猿之助が記者会見の場に現れたのは03年11月の脳梗塞で倒れてから初めてで、確執が伝えられた父と子の雪解けを象徴する場面になった。
日本舞踊家・藤間紫さん(09年1月没)とのW不倫に走り、1歳の時、父は家を出て行った。3歳のころに両親は正式に離婚。歌舞伎とは無縁の映像の世界に生きてきた。母の女優・浜木綿子(75)は、家族を捨てた猿之助を許さなかった。香川は25歳の時に母に内緒で猿之助の楽屋に押しかけ、物心ついて初めて父と対面。しかし「今の私とあなたは何の関係もない」と冷静に言い放たれたことを、後に明かしている。
45年に及ぶ愛憎史を物語るように、この日、猿之助は「恩讐の彼方に」と口にした。香川は浜について「いろいろと問題があります。いろいろな思いがあるでしょうし、一番心を痛めているかもしれません」と母親の複雑な胸中を思いやり、「僕のやろうとしていることを許してくれたことを感謝してます。それがなければ、なかった話です」と父のもとで、父と同じ道を歩むことを許してくれたことを説明。「僕自身は何も辛いことはなかった。今までは全部、幸せな人生」と笑顔で語った。

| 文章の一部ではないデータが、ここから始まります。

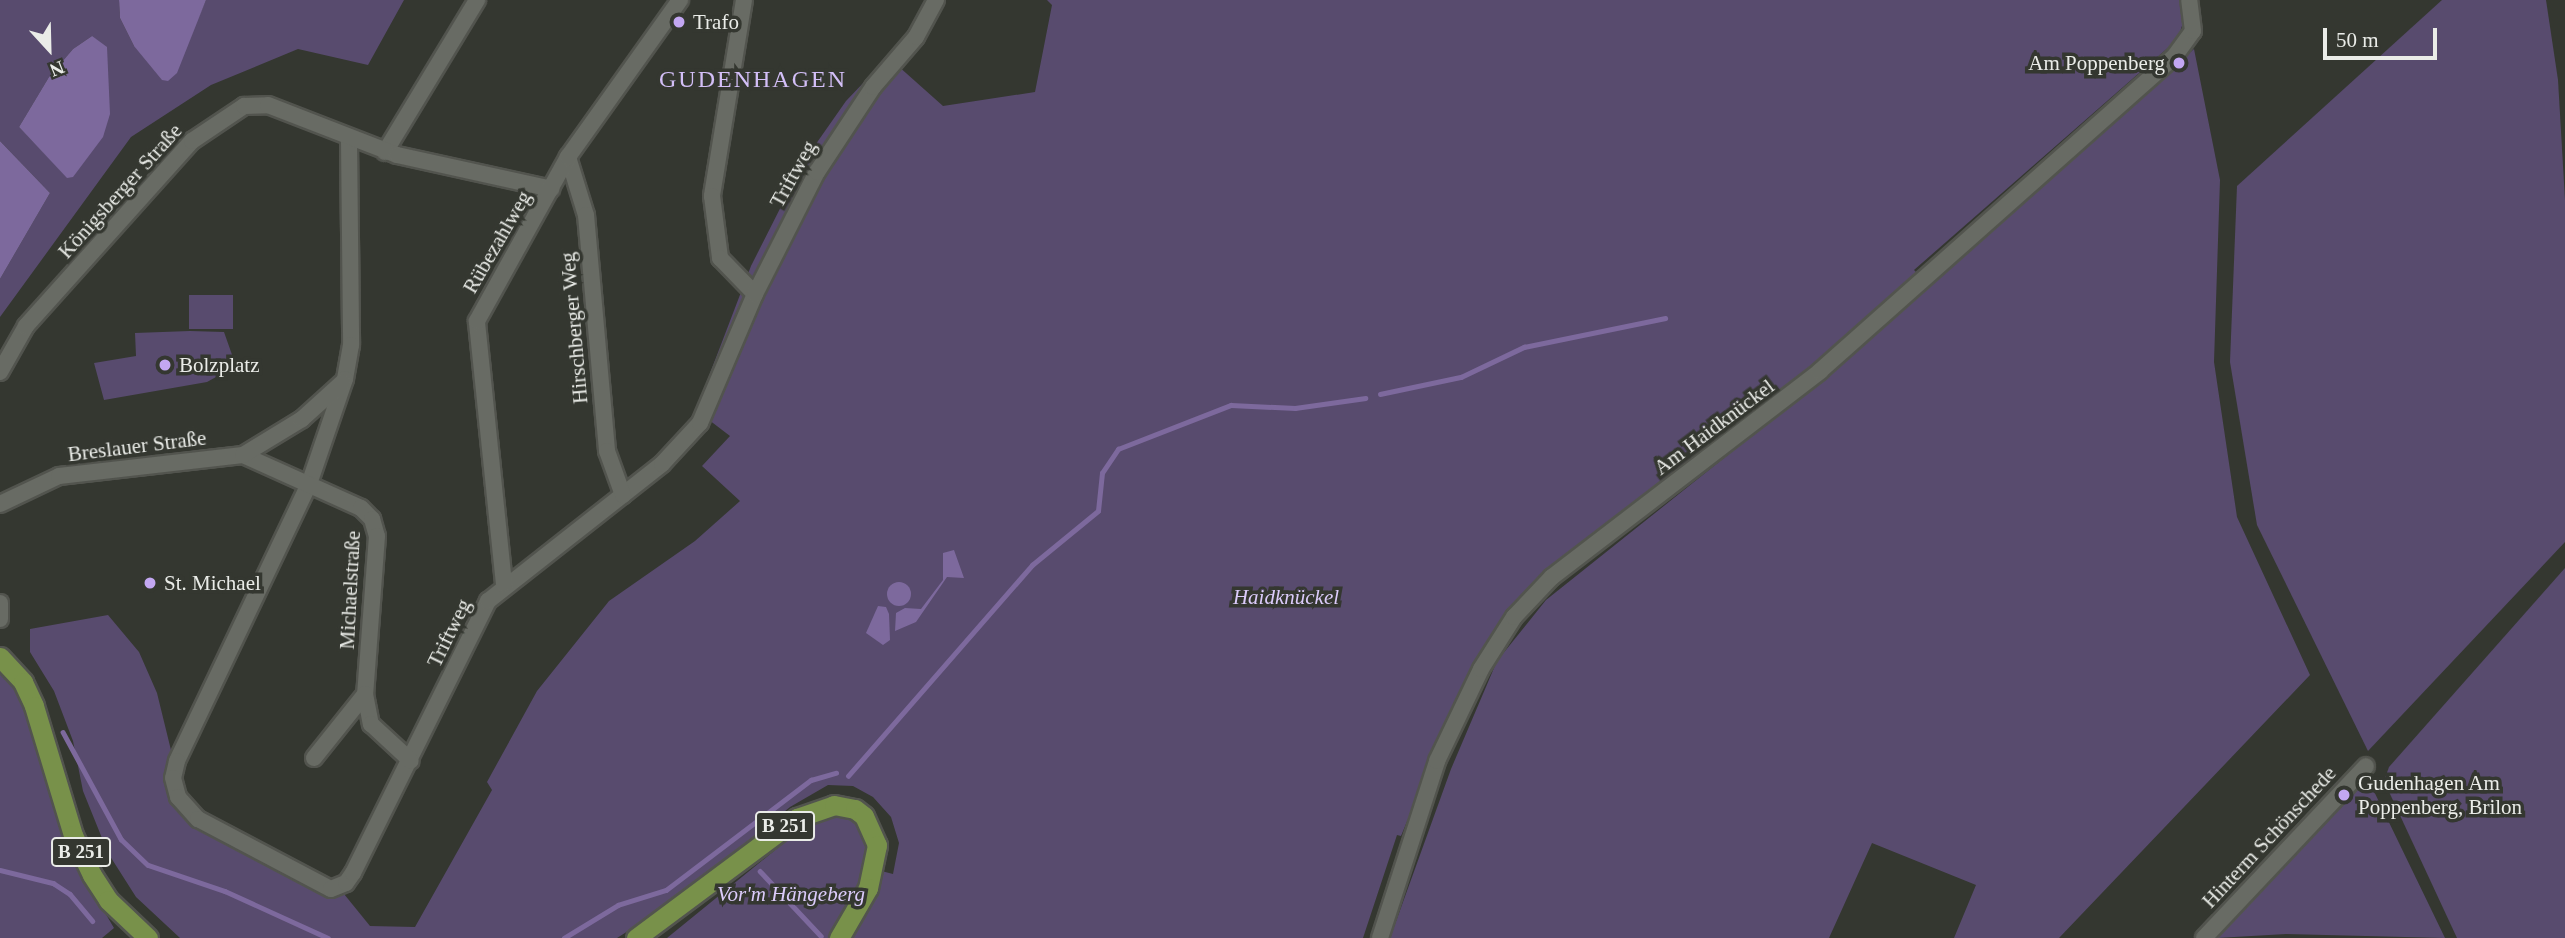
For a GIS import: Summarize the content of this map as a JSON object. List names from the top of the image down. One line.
{"streets":{"main road":["B 251"],"street":["Triftweg","Königsberger Straße","Rübezahlweg","Hirschberger Weg","Am Haidknückel","Breslauer Straße","Michaelstraße","Hinterm Schönschede"]},"crossings":[["Triftweg","Rübezahlweg"],["Triftweg","Hirschberger Weg"],["Triftweg","Michaelstraße"],["Königsberger Straße","Rübezahlweg"],["Rübezahlweg","Hirschberger Weg"]],"districts":["GUDENHAGEN"],"parks":["Haidknückel","Vor'm Hängeberg"],"places":["Trafo","Am Poppenberg","Bolzplatz","St. Michael","Gudenhagen Am Poppenberg, Brilon"],"scale_bar":"50 m","north":"bottom"}
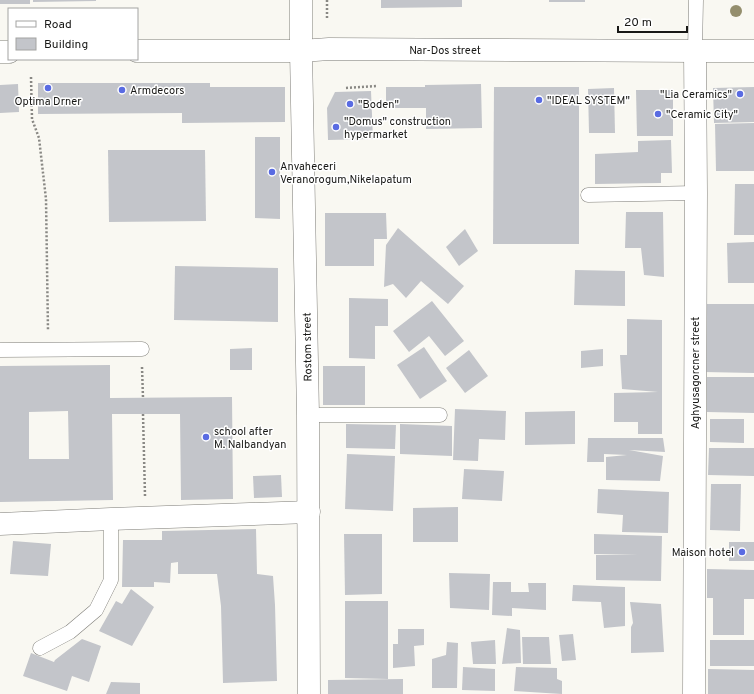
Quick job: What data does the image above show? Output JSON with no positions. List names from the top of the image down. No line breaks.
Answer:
{"streets":{"street":["Nar-Dos street","Rostom street","Aghyusagorcner street"]},"crossings":[["Nar-Dos street","Rostom street"],["Nar-Dos street","Aghyusagorcner street"]],"places":["Optima Drner","Armdecors","\"Lia Ceramics\"","\"IDEAL SYSTEM\"","\"Boden\"","\"Ceramic City\"","\"Domus\" construction hypermarket","Anvaheceri Veranorogum,Nikelapatum","school after M. Nalbandyan","Maison hotel"],"legend":["Road","Building"],"scale_bar":"20 m"}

初めて歌舞伎の舞台に立つことに「素人が入っていいものか、怖くてたまりません。でも、猿之助の名前は140年続く。僕自身、考えてきたことで、この船に乗らないわけにはいかない。これが僕の人生」と決意表明。「この春から(父と)同居しています」と意外な事実も明かし、「24時間、一緒にいて、病気、体調をみてきて、大勢のお弟子さんたちの運命も父が握っている。誰がサポートするのか。僕が立ち上がらなければいけない」と力強く語った。いまだに舞台に立つことのできない父を思いやった上での決断だった。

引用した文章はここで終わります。